They can provide access to data on a PIN locked phone by booting it from a modified firmware image that ignores the passcode restrictions (specifically the number of failed attempts before the phone is disabled or wiped) and then they brute-force the PIN on the device.

It’s unclear as to how the changes in iOS 8 prevent this from happening. Some of the changes that I am aware of are that the PIN unlock code takes around 80ms to run through one attempt – to a human that’s almost imperceptable however when it’s repeated thousands or millions of times this slows things down somewhat. With a 6 character alphanumeric unlock code that’s something like 5 1/2 years to run through all permutations.

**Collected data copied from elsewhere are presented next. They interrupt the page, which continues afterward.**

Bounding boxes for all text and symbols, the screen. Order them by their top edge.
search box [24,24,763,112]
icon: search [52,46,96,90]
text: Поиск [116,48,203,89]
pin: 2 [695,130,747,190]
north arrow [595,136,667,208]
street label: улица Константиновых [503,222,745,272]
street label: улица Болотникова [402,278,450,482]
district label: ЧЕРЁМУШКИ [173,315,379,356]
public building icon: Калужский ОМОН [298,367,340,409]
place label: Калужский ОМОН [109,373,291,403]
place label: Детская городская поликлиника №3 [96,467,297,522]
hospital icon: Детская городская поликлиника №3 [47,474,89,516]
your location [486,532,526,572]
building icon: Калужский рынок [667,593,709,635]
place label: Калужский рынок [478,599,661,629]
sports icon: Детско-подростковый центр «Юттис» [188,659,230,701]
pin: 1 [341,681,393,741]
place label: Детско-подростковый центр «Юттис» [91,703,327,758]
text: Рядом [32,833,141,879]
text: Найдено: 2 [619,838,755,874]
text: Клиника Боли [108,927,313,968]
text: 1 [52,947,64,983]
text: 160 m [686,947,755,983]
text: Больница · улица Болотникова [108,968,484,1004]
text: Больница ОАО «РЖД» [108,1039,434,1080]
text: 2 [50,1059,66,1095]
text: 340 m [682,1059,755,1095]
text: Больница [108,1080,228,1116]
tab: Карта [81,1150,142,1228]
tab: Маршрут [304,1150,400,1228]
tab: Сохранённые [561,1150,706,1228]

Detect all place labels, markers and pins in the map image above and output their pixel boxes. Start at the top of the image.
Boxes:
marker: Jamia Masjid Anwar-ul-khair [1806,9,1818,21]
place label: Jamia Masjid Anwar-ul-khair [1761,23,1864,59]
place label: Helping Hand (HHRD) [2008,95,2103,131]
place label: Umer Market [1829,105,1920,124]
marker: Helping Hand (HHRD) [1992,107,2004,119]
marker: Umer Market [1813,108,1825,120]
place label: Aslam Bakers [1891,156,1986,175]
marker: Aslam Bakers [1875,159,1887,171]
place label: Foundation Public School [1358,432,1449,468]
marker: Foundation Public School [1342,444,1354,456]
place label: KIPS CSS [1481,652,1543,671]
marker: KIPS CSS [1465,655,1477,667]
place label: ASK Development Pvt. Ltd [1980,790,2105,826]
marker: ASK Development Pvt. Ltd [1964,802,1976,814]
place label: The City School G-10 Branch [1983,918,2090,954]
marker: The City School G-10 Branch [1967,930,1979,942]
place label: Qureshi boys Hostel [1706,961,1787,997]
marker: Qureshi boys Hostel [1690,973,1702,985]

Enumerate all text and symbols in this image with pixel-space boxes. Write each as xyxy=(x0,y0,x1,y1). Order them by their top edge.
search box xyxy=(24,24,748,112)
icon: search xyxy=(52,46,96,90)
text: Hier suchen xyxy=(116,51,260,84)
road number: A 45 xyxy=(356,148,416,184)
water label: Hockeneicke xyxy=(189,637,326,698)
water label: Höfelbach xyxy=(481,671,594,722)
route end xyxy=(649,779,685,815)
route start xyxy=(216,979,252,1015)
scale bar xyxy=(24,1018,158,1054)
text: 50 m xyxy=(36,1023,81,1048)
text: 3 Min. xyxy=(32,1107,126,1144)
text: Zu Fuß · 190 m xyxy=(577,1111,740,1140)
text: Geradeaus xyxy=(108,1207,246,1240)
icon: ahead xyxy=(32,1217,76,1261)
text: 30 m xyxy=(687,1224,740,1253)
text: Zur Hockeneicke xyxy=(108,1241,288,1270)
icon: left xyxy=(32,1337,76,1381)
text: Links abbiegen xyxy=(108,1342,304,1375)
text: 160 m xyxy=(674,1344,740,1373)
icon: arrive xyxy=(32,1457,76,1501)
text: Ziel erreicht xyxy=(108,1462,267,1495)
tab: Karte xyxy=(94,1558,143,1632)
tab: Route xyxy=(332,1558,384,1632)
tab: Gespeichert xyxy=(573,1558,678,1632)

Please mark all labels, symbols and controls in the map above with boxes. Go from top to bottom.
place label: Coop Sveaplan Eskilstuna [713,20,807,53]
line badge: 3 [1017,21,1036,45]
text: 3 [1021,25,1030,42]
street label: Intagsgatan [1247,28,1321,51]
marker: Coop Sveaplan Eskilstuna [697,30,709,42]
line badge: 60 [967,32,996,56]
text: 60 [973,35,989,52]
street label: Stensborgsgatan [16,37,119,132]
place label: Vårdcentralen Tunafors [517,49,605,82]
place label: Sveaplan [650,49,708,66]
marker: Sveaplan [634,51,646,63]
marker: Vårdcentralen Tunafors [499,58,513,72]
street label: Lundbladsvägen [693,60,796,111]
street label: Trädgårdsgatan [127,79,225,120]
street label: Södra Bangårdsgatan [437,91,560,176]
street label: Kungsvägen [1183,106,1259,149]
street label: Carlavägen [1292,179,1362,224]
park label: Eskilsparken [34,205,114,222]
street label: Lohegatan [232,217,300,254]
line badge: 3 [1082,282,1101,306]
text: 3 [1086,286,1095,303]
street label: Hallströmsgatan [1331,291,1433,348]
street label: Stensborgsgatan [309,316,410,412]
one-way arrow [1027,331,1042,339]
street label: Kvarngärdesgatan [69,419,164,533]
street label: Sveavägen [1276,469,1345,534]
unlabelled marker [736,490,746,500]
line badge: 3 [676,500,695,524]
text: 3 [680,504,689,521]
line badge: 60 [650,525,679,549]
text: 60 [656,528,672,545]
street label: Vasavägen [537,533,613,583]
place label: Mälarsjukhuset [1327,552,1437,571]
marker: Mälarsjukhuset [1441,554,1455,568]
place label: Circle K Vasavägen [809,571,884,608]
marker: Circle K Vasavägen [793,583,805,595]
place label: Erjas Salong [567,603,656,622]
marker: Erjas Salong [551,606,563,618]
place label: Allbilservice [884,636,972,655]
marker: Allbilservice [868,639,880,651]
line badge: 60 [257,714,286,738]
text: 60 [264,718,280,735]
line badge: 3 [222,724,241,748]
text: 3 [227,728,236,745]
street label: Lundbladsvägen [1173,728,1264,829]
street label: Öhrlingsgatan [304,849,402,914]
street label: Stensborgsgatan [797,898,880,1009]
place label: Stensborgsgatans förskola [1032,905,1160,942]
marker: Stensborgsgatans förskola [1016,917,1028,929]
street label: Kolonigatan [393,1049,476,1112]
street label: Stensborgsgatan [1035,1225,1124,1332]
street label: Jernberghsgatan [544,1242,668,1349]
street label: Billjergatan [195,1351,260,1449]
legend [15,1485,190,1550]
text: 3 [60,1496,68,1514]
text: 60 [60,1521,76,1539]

This is not something that will get faster with increased computing power as it has to run on the device in question which has a fixed amount of processing power – as newer and faster iOS devices come out, they can tune the unlock code to always require a fixed amount of time to run.

Citations are needed for the above information, but I can’t find the source article I read sometime over the past few days.

Hugh September 19, 2014 5:21 PM

Not sure this is as secure as it sounds.

Apple apparently says the data on the phone is encrypted with the users passcode (or a key protected with the passcode). So for a user with a 4-5 digit passcode, that’s only 10,000 to 100,000 combinations, even assuming people don’t use passcodes such as 1234. If the police are able to get a copy of the encrypted phone image, this may not take that long to brute force.

Now if you just have the physical phone and can’t get the encrypted Flash contents without getting locked out after 5 bad guesses, then this helps. But otherwise, maybe not.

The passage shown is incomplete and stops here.